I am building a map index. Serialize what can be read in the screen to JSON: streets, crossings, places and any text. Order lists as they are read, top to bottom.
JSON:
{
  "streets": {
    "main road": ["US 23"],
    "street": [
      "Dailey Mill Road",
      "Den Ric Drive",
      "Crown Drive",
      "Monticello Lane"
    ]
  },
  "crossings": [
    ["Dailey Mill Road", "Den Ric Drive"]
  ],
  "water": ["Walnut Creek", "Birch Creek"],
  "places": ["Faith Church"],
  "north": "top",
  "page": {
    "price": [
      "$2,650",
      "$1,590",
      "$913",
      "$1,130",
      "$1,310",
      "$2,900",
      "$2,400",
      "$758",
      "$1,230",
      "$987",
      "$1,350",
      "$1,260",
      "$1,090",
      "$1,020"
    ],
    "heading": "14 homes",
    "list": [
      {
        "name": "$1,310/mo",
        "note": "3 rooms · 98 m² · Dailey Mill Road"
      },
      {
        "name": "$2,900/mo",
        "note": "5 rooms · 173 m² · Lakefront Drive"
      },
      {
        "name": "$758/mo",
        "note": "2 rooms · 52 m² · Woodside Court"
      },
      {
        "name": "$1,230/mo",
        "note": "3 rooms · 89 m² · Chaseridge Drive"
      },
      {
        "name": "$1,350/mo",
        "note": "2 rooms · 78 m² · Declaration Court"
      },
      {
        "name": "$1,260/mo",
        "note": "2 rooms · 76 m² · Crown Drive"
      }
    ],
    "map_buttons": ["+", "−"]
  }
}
····················
# EXERCISE DESCRIPTION
Search the preceding listing for "Court" and extract every line where it is found.

# WRITTEN RESPONSE
        "note": "2 rooms · 52 m² · Woodside Court"
        "note": "2 rooms · 78 m² · Declaration Court"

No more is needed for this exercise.